Papworth heart transplant patient reunited with surgeon
- Published
A woman who expected a heart transplant to give her an extra four years of life has been reunited with her surgeon 30 years after surgery.
Carol Town was unable to walk up the stairs before her 1987 transplant at Papworth Hospital in Cambridgeshire.
Surgeon John Wallwork said heart transplant patients in the 1980s were advised they had "two, three or four years" of post-operative life.
Since then Mrs Town, 63, has climbed Snowdon and travelled the world.
She was diagnosed with a rare illness called Eisenmenger's Syndrome, external at the age of five, which leads to irreversible lung damage and was untreatable at the time.
Mrs Town, who grew up in Upminster but now lives in York, spent her childhood in and out of hospital.
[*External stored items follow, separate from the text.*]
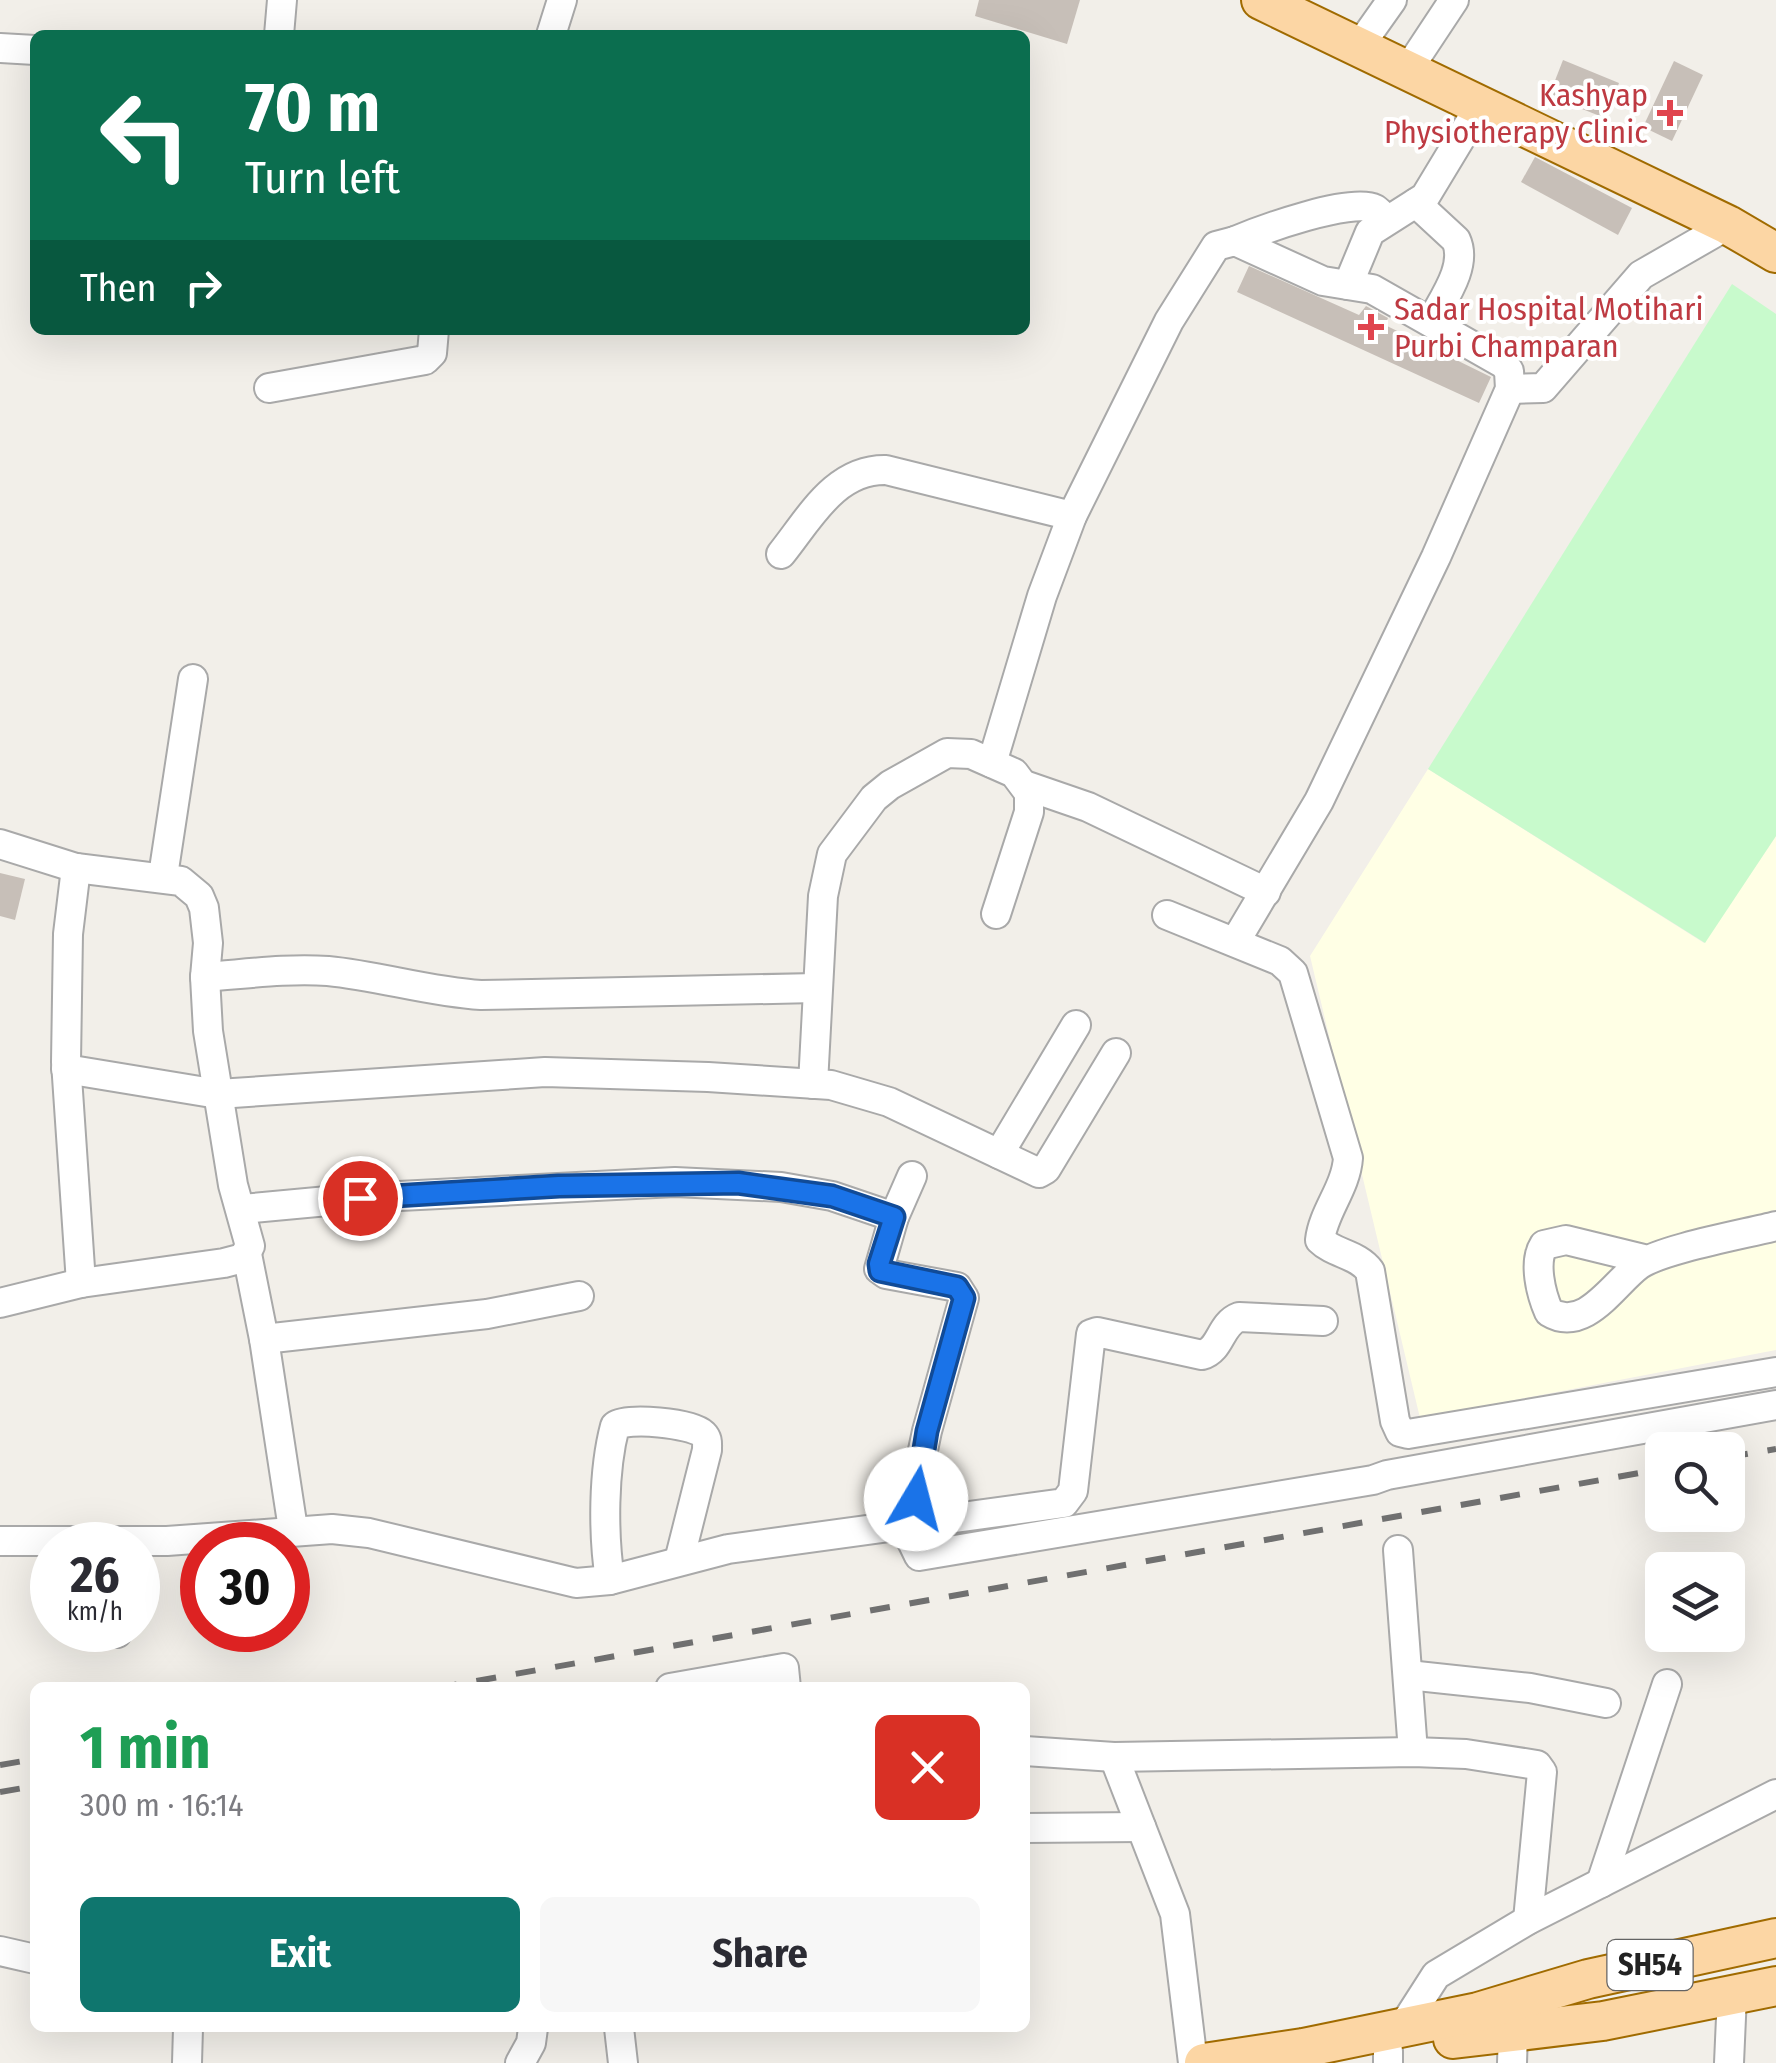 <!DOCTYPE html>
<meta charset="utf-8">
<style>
body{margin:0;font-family:"Fira Sans Condensed",sans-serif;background:#f7f7f7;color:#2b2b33;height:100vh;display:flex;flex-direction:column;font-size:38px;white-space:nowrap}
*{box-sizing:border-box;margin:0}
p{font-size:32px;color:#7c7c81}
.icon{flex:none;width:55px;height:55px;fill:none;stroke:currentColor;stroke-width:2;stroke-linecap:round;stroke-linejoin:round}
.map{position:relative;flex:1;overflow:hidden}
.side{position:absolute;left:30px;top:1682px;width:1000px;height:350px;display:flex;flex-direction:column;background:#fff;border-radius:15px;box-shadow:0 10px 40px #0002}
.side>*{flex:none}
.top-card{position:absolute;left:30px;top:30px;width:1000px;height:305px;border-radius:15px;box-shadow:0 10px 40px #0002;background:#0b6e4f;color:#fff;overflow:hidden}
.controls{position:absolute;left:1645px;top:1432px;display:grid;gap:20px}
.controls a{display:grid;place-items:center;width:100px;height:100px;border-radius:15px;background:#fff;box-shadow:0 10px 40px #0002;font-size:50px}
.speed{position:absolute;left:30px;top:1522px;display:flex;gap:20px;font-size:50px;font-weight:700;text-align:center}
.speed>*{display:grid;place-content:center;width:130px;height:130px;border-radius:50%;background:#fff;box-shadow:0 10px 40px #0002;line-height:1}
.speed small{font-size:25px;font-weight:400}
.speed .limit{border:15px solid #d22;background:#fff;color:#111}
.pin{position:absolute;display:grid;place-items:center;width:85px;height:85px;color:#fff;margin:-42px;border:5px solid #fff;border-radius:50%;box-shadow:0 2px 10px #0007}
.me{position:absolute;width:110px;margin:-55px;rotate:8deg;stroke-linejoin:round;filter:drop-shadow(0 0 8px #0008)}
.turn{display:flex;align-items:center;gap:35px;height:210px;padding:0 50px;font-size:45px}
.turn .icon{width:130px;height:130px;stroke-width:2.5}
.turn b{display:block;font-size:70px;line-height:85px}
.then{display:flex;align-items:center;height:95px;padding:0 50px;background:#0003;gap:20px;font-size:38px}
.round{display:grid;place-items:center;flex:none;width:105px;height:105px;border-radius:15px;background:#f7f7f7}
.head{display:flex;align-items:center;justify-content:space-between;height:170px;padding:0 50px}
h1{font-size:60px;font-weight:700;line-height:75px;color:#1e9e55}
.cta{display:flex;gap:20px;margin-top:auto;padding:20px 50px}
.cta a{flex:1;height:115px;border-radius:15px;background:#0f766e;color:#fff;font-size:40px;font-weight:700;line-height:115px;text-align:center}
.cta a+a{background:#f7f7f7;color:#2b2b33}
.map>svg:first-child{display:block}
.education{fill:#ffffe5}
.park{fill:#c8facc}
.building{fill:#c7bfb8}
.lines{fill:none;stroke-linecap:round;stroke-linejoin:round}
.minor-casing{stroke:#a9a9a9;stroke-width:32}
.major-casing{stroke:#a06b00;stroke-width:42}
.minor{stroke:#fff;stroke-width:28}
.major{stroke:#fcd6a4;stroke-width:38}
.rail{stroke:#707070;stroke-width:6;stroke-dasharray:20 20;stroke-linecap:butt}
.route-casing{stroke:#114b97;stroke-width:25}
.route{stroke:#1a73e8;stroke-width:18}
.health-dot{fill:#e0444e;stroke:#fff;stroke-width:4}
.labels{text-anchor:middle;stroke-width:8;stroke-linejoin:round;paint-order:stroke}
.shield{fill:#fff;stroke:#646464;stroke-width:2.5}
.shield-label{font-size:30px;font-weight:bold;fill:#222}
.health-label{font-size:32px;fill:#be3a42;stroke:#fff;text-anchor:end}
</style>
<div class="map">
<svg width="1776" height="2063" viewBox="0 0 1776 2063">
<rect width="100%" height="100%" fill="#f2efe9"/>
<path class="education" d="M1428,769L1704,943L1776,836V1350L1420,1418L1310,956Z"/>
<path class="park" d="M1732,284L1776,314V836L1705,943L1428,769Z"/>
<g class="building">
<path d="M979,0H1080L1067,44L975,16Z"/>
<path d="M1563,60L1619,83L1605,118L1549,96Z"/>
<path d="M1674,61L1703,75L1672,141L1643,127Z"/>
<path d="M1535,157L1632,208L1618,235L1521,182Z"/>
<path d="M1249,266L1359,315L1366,306L1388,318L1385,325L1491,377L1479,403L1237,292Z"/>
<path d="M0,873L25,879L15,920L0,916Z"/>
</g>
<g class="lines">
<defs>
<g id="minor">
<path d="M279,35L282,0"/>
<path d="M551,35L562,0"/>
<path d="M0,48L35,50"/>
<path d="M1358,48L1392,0"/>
<path d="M1407,71L1454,0"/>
<path d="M1416,203L1456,240C1468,266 1443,299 1431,322"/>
<path d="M1235,241C1261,230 1351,197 1375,209C1378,211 1385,218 1387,220"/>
<path d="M1348,285L1370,232L1425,197L1480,106"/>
<path d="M269,388L425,360L432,353L434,330"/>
<path d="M1510,389L1543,388L1641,275L1728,225"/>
<path d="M781,554C810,518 835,469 886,470L1072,516"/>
<path d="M992,763L1042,596L1072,516L1169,321L1216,246L1235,241L1323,281L1372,289L1504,364L1509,371L1510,389L1436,557L1319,801L1235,942"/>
<path d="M1027,786L1088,807L1266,892"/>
<path d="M0,844L76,868L181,881L199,896L204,908L208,943L205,977L208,1031L233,1185L250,1246L243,1258L224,1263L81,1283L0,1303"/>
<path d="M76,868L68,934L66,1062L81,1283"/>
<path d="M163,876L193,679"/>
<path d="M1167,915L1280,961L1293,973L1348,1158C1346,1188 1323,1212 1320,1240C1334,1254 1358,1254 1370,1271L1395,1421L1400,1432L1408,1434L1776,1372"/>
<path d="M205,977C246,974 287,968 328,971C380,976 429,992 481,995L816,988"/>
<path d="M66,1069L218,1094L545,1072L708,1077L831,1085L889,1102L1039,1173L1046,1169L1116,1053"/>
<path d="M813,1084L823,896L832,854L874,798L890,785L947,753L971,754L1014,773L1029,793V812L996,914"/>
<path d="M999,1154L1076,1025"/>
<path d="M912,1176L894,1217L879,1269L886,1274L957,1287L964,1298L927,1431L918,1474L914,1524"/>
<path d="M242,1209L360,1198L675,1182L781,1187L832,1196L894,1217"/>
<path d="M247,1254L264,1339L293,1529"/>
<path d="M1648,1260L1566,1240L1544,1245C1533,1262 1541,1294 1549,1312C1585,1334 1614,1283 1639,1265C1662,1249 1745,1234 1776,1226"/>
<path d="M264,1339L487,1314L579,1296"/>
<path d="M904,1525L919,1556L1373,1480L1387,1475L1776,1405"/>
<path d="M0,1541H167L332,1529L369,1533L576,1583L610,1580L728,1549L1064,1503L1073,1491L1091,1334L1097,1332L1202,1355C1221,1350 1220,1324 1239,1317L1323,1321"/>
<path d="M1398,1550L1413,1752"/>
<path d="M610,1580C603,1534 603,1471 615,1426C627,1417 691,1423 703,1434C708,1439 707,1443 707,1450L679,1561"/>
<path d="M116,1630L117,1633"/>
<path d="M1408,1675L1530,1688L1606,1703"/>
<path d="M670,1688L784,1668L786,1688"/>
<path d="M1025,1751L1114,1757L1413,1752L1466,1754L1537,1765L1542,1772L1528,1920"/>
<path d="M1114,1757L1175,1914L1193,2063"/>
<path d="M1025,1828L1141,1827"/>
<path d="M1601,1883L1667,1684"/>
<path d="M0,1951L35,1959"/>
<path d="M619,2028L623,2063"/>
<path d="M1402,2028L1436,1975L1528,1920L1776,1794"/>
<path d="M187,2063L188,2028"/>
<path d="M520,2063L531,2043L533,2028"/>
<path d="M1388,2063V2051"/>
<path d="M1512,2063L1513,2032"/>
<path d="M1729,2063L1732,1995"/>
</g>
<g id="major">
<path d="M1261,0L1728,225L1776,253"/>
<path d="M1453,2039L1603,2021L1776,1986"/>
<path d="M1204,2063L1303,2048L1478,2012L1588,1979L1776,1938"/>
</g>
</defs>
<use href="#minor" class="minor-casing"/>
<use href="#major" class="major-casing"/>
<use href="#minor" class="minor"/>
<use href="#major" class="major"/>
<g class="rail">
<path d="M1728,1457L1776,1449"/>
<path d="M437,1688L1662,1469"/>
<path d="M0,1765L35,1759"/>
<path d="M0,1792L35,1786"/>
</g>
</g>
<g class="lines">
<defs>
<path id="route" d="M360,1198L559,1186L738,1183L832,1196L894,1217L879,1264L880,1271L957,1287L964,1298L927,1431L916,1499"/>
</defs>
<use href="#route" class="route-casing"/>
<use href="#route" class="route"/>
</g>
<g class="health-dot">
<path d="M1665 98h10v10h10v10h-10v10h-10v-10h-10v-10h10z"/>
<path d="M1366 312h10v10h10v10h-10v10h-10v-10h-10v-10h10z"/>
</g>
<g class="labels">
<rect class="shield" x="1607.5" y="1940" width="85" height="50" rx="8"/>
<g class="shield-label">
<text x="1650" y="1975">SH54</text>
</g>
<g class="health-label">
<text x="1648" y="106">Kashyap<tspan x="1648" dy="37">Physiotherapy Clinic</tspan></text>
<text x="1394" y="320" text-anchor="start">Sadar Hospital Motihari<tspan x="1394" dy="37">Purbi Champaran</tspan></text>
</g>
</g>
</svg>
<div class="controls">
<a><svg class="icon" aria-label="search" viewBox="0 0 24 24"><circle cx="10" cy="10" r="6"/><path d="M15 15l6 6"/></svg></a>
<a><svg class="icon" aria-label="layers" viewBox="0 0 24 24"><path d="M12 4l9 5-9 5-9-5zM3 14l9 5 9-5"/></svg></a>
</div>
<div class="speed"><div>26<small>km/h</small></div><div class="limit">30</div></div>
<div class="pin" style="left:360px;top:1198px;background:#d93025"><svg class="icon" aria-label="arrive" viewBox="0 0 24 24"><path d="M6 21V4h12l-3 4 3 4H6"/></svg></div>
<svg class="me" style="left:916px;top:1499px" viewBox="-20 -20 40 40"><circle r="19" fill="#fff"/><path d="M0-13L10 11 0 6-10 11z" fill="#1a73e8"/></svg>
<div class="top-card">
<div class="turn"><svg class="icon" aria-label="left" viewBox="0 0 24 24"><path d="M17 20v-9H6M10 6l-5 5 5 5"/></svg><div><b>70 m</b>Turn left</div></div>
<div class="then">Then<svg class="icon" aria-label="right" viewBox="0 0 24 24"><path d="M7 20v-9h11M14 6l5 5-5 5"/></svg></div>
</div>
<section class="side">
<div class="head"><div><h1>1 min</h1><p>300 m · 16:14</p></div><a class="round" style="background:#d93025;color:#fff"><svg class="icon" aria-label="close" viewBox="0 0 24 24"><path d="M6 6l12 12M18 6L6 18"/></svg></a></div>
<div class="cta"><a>Exit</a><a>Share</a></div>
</section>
</div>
She was accepted on the transplant list 18 months before a suitable organ was found, by which stage she "never did anything physical - it wasn't a question of how much, it just didn't happen".
Prof Wallwork said: "Her quality of life was miserable and even if you said to people like Carol before we put them on the list we may only give you two, three or four years, they'll say yes."
Afterwards, Mrs Town learned to run, swim, cycle and ride horses. She has also taken part in the Transplant Games and became a mother through a surrogate.
She said: "The whole of my life since the operation has been because of the operation."
Papworth Hospital is the NHS's specialist heart and lung hospital.
The UK's first heart transplant took place there in 1979 and since then staff have carried out more than 1,400 heart transplant operations.